Tick’s left arm now hurts so bad that she’s beginning to feel light-headed, and the whole room takes on an odd sheen, blurred at the edges like a television dream sequence. She leans forward, resting her forehead on the cool metal table and listening to Candace shriek until another voice, sounding far off, joins in and a new pair of feet appear next to Candace’s. Tick identifies them as Mrs. Roderigue’s, and way off she hears the woman shouting, “Take your hand away so I can see, child.” And then, “Who did this to you?”

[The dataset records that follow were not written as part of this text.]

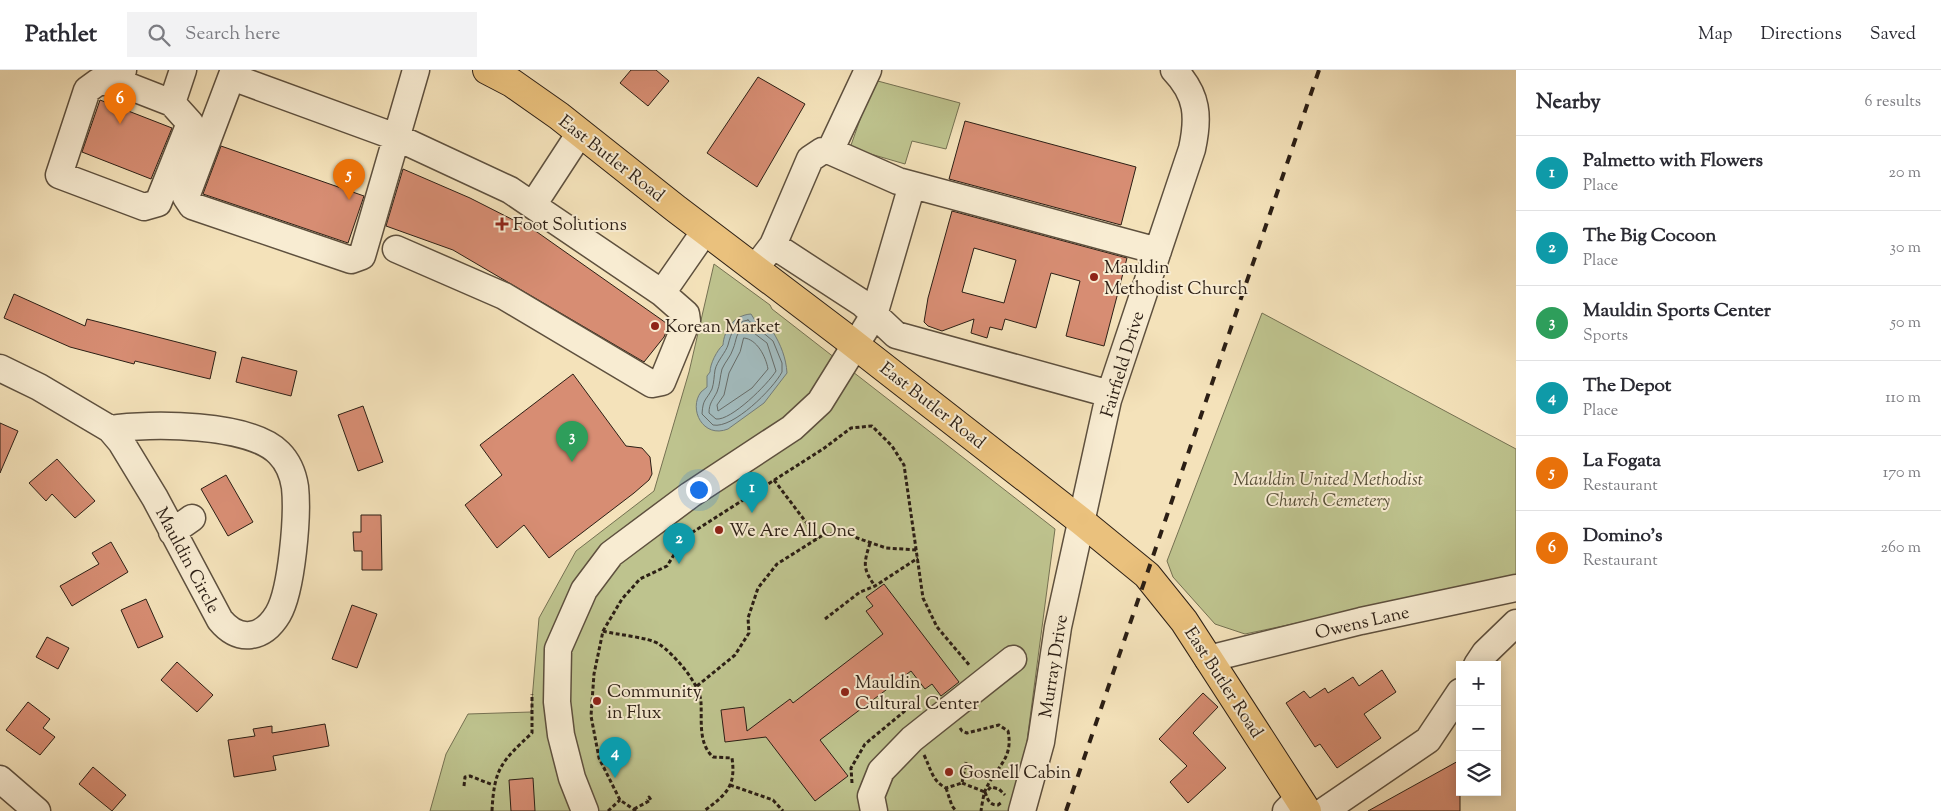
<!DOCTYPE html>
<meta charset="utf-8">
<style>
:root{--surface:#fff;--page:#f2f2f3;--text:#2b2b33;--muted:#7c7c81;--line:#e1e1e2;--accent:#db2777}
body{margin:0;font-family:"Sorts Mill Goudy",serif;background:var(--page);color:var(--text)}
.controls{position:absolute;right:15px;bottom:15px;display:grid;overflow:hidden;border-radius:0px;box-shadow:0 2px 12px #0003}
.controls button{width:45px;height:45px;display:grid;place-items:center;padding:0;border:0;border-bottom:1px solid var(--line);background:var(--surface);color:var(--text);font:25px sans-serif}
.you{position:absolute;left:698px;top:419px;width:18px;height:18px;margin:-12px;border:4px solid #fff;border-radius:50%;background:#1a73e8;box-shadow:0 0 0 8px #1a73e833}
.badge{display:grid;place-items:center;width:32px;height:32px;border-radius:50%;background:var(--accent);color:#fff;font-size:16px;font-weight:700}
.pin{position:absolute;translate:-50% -41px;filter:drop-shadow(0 1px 2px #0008)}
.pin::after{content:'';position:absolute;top:26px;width:18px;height:15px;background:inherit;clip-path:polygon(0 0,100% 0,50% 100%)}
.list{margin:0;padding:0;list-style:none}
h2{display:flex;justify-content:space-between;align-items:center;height:65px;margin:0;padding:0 20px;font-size:21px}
h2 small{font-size:16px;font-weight:400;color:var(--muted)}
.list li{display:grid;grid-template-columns:32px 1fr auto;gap:15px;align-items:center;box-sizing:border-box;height:75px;padding:0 20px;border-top:1px solid var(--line)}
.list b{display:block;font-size:19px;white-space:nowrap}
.list p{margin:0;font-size:16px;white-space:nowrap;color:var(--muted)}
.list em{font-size:16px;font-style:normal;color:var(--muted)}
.icon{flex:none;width:28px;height:28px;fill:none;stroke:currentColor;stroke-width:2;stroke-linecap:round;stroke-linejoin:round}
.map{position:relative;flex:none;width:1516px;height:741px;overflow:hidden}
header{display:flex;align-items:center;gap:30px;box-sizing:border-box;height:70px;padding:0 25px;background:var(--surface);border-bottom:1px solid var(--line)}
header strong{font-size:24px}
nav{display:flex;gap:28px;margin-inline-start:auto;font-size:18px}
.search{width:350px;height:45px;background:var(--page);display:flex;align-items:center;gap:12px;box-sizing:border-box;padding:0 18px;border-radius:0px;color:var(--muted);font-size:19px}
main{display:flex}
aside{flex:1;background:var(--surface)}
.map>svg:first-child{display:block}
</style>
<header>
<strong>Pathlet</strong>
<div class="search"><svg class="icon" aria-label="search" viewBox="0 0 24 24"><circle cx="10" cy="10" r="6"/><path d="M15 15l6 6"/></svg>Search here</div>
<nav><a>Map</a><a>Directions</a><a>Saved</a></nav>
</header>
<main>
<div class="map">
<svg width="1516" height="741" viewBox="0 0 1516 741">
<rect width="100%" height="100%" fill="#f4e2ba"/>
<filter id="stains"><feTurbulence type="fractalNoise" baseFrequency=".004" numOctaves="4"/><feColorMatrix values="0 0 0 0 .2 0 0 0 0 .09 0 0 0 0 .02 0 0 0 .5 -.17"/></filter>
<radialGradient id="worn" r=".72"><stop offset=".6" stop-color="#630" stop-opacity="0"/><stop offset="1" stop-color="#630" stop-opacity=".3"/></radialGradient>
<!-- green -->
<path fill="#bec38e" stroke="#757152" d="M 874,10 L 960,33 L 946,79 L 912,71 L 905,94 L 850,78 Z
M 714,194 L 770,235 L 772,239 L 1055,459 L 1023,701 L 1009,741 L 430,741 L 446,684 L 468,644 L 531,642 L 539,548 L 576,481 L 654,421 L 689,302 Z
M 1262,243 L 1516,379 L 1516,507 L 1245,564 L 1215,554 L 1173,507 L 1167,491 Z"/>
<!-- water -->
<path fill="#a2babc" stroke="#737c79" d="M 751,244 L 756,252 L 765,253 L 767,261 L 773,262 C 781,275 786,288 787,303 L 764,333 L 728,359 C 703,369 688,339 701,322 C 703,320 705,319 707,317 L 707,306 L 710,302 C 710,294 717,280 723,275 C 724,260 734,245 751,244 Z"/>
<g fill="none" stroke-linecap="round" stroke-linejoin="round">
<!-- shore -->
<path stroke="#676c68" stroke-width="1" d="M 748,250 L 773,271 L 782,293 L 782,302 C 773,319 733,359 713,355 L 702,344 C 703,328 706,331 712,319 C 714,313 714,306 715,300 C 717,291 726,282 728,275 C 731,264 734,252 748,250 Z
M 746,257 L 767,273 L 776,301 C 768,314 731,351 716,349 L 709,343 C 709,333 713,330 717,322 C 720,315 720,306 722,299 C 725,292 731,286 733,279 C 737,270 735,261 746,257 Z
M 744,268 C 757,269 766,287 768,299 L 752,318 L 718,341 L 717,335 L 724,325 L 729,303 L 740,282 Z"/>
</g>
<!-- building -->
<path fill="#d78d73" stroke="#2c1f15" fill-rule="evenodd" d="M 631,0 L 656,0 L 669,11 L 648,36 L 620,13 Z
M 758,7 L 805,34 L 757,117 L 707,83 Z
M 100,30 L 172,58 L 151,109 L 82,82 Z
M 965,51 L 1136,97 L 1121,155 L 949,109 Z
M 221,76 L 364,126 L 348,173 L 203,124 Z
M 403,99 L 470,128 L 537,162 L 669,255 L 664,267 L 644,292 L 453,180 L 386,156 Z
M 952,141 L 1127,188 L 1104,276 L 1066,266 L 1080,211 L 1051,203 L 1036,258 L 1005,249 L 1002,260 L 990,257 L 987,268 L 971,263 L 974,249 L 942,261 L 928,256 L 924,252 L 928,228 ZM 974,178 L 1016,190 L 1004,233 L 962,222 Z
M 14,224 L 85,256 L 87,249 L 216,282 L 210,309 L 135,291 L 134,294 L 70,277 L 4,248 Z
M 242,287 L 297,301 L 291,326 L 236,312 Z
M 573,304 L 626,376 L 642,378 L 650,387 L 652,404 L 649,410 L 634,423 L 549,488 L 524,455 L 497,478 L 465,435 L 502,405 L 480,375 Z
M 363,336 L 383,392 L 358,401 L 338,345 Z
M 0,353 L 18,361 L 0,403 Z
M 57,389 L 95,431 L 75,448 L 52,424 L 46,431 L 29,413 Z
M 226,405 L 253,452 L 228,466 L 201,419 Z
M 361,445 L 381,445 L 382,500 L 362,500 L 362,481 L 354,481 L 353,462 L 361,462 Z
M 111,472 L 128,502 L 72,536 L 60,516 L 99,494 L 92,483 Z
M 884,514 L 959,612 L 941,626 L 932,614 L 925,619 L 911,601 L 820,670 L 848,706 L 815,731 L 766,667 L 725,672 L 721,640 L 744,637 L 747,661 L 790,629 L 793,633 L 883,564 L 866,541 L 873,536 L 866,527 Z
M 146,529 L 163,567 L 138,578 L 121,540 Z
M 352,535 L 377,544 L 357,598 L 332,589 Z
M 47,567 L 69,578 L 58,599 L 36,587 Z
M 177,592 L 213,625 L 197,642 L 161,610 Z
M 1382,600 L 1396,622 L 1364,644 L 1381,668 L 1337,698 L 1320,674 L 1315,677 L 1286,633 L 1304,621 L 1310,628 L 1325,618 L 1328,623 L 1353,607 L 1359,616 Z
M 1203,623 L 1218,637 L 1193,663 L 1226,698 L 1188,733 L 1170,712 L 1187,696 L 1159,669 Z
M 28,632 L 50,649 L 43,658 L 55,667 L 40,685 L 6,660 Z
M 325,654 L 329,676 L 273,686 L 276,700 L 234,707 L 228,670 L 255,666 L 253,659 L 272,656 L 272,663 Z
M 1460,690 L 1460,741 L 1368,741 Z
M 93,697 L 126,725 L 112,741 L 79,714 Z
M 533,708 L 535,741 L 511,741 L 509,710 Z"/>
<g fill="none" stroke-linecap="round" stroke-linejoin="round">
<!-- minor casing -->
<g stroke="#5e503e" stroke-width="29">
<path id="minor" d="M 123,0 L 118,12 L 172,33 L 183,0
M 234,0 L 186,127 L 192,136 L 351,190 L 362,186 L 416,0
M 232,7 L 396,67 L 510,120 L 662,223 L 686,244 L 687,251 L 662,312 L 652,314 L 504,226 L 396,179
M 118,12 L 98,12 L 87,20 L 59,105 L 144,137 L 158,133 L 190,53 L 172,33
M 830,81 L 868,0
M 533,135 L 580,63
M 773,175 L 810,89 L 822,81 L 830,81 L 898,111 L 1158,181
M 763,188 L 773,175 L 862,233 L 896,265 L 1110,324
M 662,223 L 705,161
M 0,298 L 39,317 L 110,359 L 121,372 L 155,428 L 220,550 C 239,573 263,569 278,544 C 292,520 298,445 295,417 C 293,404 288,392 279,383 C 250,353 150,353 110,359
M 172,462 L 192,448
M 1208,589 L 1361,551 L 1516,518
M 1477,595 L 1485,583 L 1516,553
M 0,709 L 37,741
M 585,741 L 572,708 L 561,665 L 557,632 L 558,579 L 584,520 L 611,484 L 690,425 L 792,358 L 820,332 L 874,245 L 912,115
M 874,741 L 871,726 L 881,701 L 912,669 L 1013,589
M 1022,741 L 1041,672 L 1058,557 L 1108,330 L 1192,79 C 1199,47 1198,25 1174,0
M 1286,741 L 1299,728
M 1324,741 L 1428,670 L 1460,622"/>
</g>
<!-- major casing -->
<g stroke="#2c1f15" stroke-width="30">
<path id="major" d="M 487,0 L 512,13 L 559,46 L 675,138 L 841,264 L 1081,451 L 1147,505 L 1184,551 L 1307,741"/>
</g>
<!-- path -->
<path stroke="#2c1f15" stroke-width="3" stroke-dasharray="4 2.5" stroke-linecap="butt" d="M 774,410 L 818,468
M 870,473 C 864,493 862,498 875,516
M 825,549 L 860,522 L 875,516 L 918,488
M 603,561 C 617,565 648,567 659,574 C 674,584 701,615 701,633 C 702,651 698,673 713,687 L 732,688 C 736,716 727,724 704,741
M 697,616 L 735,585 L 749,563 L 748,548 L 758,518 L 777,494 L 823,465 L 840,462 L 886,478 L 917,480
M 960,658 L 962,661 L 967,663 L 999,655 L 1008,661 C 1014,690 995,697 985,721 C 983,727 982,735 981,741
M 924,685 C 931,699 932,711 946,718 L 962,713 L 966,692
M 852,713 L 851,698 L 865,674 L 912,635 L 918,636
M 962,713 L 985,722
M 730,715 L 773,730 L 783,741
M 464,716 L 465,707 L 470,706 L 493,715
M 946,718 L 952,736 L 956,741
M 988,720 L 991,717 L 999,719 L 1005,725
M 985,722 C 988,730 989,735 998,735 L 1002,732
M 634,739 L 651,730 L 649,727 L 647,730
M 492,741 C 494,698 502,691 532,663 L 532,624
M 608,741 L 620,730
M 636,741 L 620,730 L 599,688 L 591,646 L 594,604 L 603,561 L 622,529 L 640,509 L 667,496 L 685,467 L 823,379 L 851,358 L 872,356 L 892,376 L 904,395 L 923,528 L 937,557 L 970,596"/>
<!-- minor -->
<use href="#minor" stroke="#f8ecd2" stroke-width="26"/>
<!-- major -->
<use href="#major" stroke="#eac17d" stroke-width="28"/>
<!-- rail -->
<path stroke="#2c1f15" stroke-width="4" stroke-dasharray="9 9" stroke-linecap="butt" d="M 1066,741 L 1319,0"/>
</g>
<!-- markers -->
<g fill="#8f2418" stroke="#f8ecd2" stroke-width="2">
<path d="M499.5 146.5h5v5h5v5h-5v5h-5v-5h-5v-5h5z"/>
<circle cx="1094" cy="207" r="5"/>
<circle cx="655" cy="256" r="5"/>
<circle cx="719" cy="460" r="5"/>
<circle cx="845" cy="622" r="5"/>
<circle cx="597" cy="631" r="5"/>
<circle cx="949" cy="702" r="5"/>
</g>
<g text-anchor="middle" stroke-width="4" stroke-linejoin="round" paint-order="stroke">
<!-- street labels -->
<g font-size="18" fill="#2c1f15" stroke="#f8ecd2">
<text transform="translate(612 88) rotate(38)" y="6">East Butler Road</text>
<text transform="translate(1122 294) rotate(-73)" y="6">Fairfield Drive</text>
<text transform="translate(933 335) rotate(38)" y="6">East Butler Road</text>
<text transform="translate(188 490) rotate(62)" y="6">Mauldin Circle</text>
<text transform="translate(1362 552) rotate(-13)" y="6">Owens Lane</text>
<text transform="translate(1053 596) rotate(-81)" y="6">Murray Drive</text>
<text transform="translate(1224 612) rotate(57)" y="6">East Butler Road</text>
</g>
<!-- poi labels -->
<g font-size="18" fill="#2c1f15" stroke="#f8ecd2" text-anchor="start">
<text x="513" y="160">Foot Solutions</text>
<text x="1104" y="203">Mauldin<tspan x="1104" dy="21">Methodist Church</tspan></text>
<text x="665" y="262">Korean Market</text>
<text x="729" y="466">We Are All One</text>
<text x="855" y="618">Mauldin<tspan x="855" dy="21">Cultural Center</tspan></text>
<text x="607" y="627">Community<tspan x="607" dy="21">in Flux</tspan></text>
<text x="959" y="708">Gosnell Cabin</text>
</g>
<!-- park labels -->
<g font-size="18" font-style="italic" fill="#585039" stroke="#f8ecd2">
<text x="1328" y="415">Mauldin United Methodist<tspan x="1328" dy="21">Church Cemetery</tspan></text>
</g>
</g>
<rect width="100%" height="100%" filter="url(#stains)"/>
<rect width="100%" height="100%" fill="url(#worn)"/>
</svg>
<div class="controls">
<button>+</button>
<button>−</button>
<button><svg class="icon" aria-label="layers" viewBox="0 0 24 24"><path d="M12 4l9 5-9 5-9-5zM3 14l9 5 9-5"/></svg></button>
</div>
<div class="you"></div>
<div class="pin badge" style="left:752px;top:443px;background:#0f9aa8">1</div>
<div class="pin badge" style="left:679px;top:494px;background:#0f9aa8">2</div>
<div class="pin badge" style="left:572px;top:392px;background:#2e9e5b">3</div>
<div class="pin badge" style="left:615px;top:708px;background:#0f9aa8">4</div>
<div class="pin badge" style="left:349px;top:130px;background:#e8710a">5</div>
<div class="pin badge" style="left:120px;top:54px;background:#e8710a">6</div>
</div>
<aside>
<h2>Nearby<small>6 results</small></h2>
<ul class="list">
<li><span class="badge" style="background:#0f9aa8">1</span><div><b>Palmetto with Flowers</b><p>Place</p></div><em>20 m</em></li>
<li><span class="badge" style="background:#0f9aa8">2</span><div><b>The Big Cocoon</b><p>Place</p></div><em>30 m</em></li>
<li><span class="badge" style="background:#2e9e5b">3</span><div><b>Mauldin Sports Center</b><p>Sports</p></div><em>50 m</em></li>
<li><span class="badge" style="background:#0f9aa8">4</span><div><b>The Depot</b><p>Place</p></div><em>110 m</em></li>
<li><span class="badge" style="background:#e8710a">5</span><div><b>La Fogata</b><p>Restaurant</p></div><em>170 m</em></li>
<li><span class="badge" style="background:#e8710a">6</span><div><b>Domino's</b><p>Restaurant</p></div><em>260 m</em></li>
</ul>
</aside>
</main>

Now Candace is screaming, “I’m-sorry-oh-my-God-I’m-so-sorry.” Tick, confused, concludes that Candace must be talking to her, apologizing for acting as Zack Minty’s go-between. “It’s okay,” Tick says, or imagines saying, probably, since she’s unable to lift her head from the table to speak. In any case, it’s what she would like to say, because she’s the kind of person who forgives easily, who in fact cannot bear to think of a person wanting to be forgiven and having that forgiveness withheld, and so the words “it’s okay,” spoken or unspoken, ring in her ears along with the rush of her own blood. When it seems the pain in her left arm can’t get any worse without the arm itself exploding, the pain peaks and then everything gradually becomes vague. Tick, now sweating and shivering, fears that for things to right themselves again, she’ll have to cross back through that territory of pain, and the truth is she’d rather not. She’d rather pass out.